[Saved entries]

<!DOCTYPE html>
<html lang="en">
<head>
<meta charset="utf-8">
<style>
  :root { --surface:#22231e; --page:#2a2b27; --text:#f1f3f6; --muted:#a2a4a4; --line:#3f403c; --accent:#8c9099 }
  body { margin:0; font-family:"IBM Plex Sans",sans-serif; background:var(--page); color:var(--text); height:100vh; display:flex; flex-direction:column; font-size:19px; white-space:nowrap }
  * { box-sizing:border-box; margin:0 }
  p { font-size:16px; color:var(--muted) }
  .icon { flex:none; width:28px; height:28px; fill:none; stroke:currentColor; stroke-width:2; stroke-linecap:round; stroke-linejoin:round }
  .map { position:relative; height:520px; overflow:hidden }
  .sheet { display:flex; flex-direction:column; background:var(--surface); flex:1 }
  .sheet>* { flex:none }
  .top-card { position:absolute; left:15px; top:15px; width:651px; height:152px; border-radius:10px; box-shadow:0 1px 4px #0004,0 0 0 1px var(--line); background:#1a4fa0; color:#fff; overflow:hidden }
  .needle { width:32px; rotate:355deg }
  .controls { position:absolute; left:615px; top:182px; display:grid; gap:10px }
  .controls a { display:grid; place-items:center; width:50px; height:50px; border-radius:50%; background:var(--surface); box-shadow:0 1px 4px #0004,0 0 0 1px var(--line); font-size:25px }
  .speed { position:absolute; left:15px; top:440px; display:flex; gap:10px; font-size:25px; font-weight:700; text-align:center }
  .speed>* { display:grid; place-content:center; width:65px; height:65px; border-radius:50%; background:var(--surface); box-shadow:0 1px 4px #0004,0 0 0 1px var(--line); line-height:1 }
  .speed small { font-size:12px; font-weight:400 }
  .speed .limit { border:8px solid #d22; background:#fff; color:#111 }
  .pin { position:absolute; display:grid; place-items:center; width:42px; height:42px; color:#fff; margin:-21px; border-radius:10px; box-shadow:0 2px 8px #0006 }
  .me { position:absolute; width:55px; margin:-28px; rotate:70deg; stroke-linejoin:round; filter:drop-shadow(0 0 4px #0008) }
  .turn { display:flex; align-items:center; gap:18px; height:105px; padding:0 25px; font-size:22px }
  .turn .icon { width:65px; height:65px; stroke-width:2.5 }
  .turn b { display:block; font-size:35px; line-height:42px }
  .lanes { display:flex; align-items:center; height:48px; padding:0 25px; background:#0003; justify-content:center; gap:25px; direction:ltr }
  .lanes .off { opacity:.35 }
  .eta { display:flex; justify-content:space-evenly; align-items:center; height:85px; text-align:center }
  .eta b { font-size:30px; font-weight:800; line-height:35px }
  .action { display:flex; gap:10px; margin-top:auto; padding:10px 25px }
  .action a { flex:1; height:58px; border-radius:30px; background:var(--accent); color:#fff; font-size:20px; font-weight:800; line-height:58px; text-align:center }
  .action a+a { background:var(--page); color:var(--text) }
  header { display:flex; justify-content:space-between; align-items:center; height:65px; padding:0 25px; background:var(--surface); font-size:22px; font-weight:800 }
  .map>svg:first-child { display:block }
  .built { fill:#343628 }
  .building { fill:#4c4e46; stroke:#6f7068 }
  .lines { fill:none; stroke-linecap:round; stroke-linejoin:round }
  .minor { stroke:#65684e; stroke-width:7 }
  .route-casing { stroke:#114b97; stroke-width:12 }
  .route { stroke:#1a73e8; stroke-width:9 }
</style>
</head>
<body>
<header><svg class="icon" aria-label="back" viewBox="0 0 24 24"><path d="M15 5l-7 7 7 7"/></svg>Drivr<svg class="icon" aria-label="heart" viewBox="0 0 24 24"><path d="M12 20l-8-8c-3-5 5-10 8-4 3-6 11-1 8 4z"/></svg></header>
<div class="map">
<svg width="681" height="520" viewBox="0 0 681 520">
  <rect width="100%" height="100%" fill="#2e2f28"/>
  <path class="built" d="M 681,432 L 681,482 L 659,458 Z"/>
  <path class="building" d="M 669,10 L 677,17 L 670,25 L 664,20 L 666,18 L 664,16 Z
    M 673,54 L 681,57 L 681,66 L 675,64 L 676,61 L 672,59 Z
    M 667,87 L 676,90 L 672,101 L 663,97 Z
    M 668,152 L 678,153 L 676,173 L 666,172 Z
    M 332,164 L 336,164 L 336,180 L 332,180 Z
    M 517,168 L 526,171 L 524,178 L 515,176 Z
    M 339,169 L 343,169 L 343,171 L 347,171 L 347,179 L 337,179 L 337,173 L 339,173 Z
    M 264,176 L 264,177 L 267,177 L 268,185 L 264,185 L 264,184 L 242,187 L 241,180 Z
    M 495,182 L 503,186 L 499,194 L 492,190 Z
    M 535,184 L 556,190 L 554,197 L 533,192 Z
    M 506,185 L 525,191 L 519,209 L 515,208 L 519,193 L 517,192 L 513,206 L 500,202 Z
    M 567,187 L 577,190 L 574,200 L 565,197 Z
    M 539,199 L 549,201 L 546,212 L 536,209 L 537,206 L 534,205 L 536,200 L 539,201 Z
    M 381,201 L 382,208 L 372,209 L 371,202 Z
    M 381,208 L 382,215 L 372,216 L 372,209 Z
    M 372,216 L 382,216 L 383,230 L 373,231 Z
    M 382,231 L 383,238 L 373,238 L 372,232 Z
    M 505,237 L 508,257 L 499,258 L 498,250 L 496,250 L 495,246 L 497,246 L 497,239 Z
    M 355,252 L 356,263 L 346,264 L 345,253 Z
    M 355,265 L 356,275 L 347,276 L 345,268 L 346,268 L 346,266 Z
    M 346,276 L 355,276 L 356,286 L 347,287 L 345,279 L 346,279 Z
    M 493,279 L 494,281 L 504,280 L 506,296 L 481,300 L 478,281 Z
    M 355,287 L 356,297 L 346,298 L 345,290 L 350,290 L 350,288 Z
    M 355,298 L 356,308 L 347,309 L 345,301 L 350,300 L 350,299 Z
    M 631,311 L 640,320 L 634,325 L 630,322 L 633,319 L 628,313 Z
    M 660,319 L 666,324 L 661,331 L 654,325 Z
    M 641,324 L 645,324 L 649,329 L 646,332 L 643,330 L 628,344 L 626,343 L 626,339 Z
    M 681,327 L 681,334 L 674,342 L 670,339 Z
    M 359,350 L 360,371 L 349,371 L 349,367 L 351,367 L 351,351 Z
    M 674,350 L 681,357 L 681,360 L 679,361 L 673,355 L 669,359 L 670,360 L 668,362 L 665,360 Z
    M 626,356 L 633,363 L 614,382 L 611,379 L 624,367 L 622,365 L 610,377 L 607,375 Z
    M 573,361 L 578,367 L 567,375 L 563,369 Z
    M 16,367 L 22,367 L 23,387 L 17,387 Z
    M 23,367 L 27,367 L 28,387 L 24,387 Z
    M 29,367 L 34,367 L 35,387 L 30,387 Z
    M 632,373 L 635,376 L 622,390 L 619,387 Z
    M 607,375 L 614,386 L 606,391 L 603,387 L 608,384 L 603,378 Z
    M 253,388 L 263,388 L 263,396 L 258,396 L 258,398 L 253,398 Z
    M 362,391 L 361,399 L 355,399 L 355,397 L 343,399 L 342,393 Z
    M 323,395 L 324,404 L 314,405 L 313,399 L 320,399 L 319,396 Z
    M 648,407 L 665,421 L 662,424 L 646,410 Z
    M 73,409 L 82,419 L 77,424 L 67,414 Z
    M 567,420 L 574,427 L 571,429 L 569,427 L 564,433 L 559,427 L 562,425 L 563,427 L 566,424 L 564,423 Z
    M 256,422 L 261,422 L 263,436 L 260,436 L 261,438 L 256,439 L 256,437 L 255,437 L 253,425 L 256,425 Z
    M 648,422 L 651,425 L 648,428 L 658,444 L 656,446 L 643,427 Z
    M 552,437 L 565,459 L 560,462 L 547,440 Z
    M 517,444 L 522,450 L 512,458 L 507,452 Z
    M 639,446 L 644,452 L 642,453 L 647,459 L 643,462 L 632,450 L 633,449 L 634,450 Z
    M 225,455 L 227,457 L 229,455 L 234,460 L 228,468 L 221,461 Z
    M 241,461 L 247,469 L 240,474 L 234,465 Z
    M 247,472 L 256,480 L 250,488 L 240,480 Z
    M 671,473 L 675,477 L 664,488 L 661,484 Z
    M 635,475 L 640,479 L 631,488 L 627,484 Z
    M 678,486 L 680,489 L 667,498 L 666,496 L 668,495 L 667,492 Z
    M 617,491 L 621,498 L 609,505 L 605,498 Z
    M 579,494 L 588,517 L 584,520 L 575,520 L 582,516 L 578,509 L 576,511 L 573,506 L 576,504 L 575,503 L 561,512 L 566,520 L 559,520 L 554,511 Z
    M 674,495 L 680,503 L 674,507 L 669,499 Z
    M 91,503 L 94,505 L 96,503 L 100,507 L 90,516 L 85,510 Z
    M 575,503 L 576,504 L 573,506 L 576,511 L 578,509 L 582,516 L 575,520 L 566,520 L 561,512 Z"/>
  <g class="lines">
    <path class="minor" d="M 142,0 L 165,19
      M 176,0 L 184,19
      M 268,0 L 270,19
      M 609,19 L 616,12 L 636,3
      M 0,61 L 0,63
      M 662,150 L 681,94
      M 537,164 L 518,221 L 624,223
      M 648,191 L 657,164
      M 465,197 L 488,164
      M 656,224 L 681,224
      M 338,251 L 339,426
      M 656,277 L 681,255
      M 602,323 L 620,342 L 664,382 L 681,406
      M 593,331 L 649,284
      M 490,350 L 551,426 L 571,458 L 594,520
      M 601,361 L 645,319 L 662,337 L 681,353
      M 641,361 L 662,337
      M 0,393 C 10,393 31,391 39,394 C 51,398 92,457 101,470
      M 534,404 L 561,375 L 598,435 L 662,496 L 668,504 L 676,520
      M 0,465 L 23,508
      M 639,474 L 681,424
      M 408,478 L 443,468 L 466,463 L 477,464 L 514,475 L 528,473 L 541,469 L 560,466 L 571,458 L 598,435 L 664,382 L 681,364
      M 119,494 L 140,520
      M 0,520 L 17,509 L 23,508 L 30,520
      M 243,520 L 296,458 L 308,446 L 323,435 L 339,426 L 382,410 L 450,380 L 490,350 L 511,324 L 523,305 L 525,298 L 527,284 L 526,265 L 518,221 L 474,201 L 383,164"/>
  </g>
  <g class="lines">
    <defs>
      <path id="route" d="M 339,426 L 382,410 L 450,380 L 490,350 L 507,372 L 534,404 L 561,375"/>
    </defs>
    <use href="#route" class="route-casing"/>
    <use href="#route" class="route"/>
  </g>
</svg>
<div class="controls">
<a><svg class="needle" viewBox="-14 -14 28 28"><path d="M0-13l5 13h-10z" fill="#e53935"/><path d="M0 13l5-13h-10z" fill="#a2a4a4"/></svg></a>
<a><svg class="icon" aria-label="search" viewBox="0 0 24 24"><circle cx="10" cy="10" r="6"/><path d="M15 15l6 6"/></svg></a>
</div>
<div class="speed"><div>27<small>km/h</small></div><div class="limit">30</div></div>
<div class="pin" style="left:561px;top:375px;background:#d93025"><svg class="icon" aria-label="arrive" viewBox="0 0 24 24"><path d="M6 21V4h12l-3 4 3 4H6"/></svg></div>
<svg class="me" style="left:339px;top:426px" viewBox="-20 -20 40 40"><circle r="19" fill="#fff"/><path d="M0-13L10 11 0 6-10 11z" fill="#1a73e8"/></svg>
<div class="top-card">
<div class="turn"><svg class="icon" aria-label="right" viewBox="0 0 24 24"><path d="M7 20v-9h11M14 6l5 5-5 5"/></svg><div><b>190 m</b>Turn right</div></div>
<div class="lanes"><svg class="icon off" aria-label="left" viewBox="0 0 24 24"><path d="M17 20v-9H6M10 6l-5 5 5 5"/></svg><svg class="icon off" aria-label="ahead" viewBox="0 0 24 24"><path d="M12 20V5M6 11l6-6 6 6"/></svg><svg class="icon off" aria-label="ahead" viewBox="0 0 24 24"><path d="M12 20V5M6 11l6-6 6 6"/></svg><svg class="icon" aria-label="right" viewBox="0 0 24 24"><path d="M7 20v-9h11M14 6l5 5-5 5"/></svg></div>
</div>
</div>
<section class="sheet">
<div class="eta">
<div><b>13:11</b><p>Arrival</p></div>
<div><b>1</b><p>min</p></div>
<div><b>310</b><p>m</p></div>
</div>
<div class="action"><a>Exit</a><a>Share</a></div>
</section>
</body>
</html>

Prompt — Your answer must be a single number: how many lines of the entries above contain the string "radius".

Finished task — 5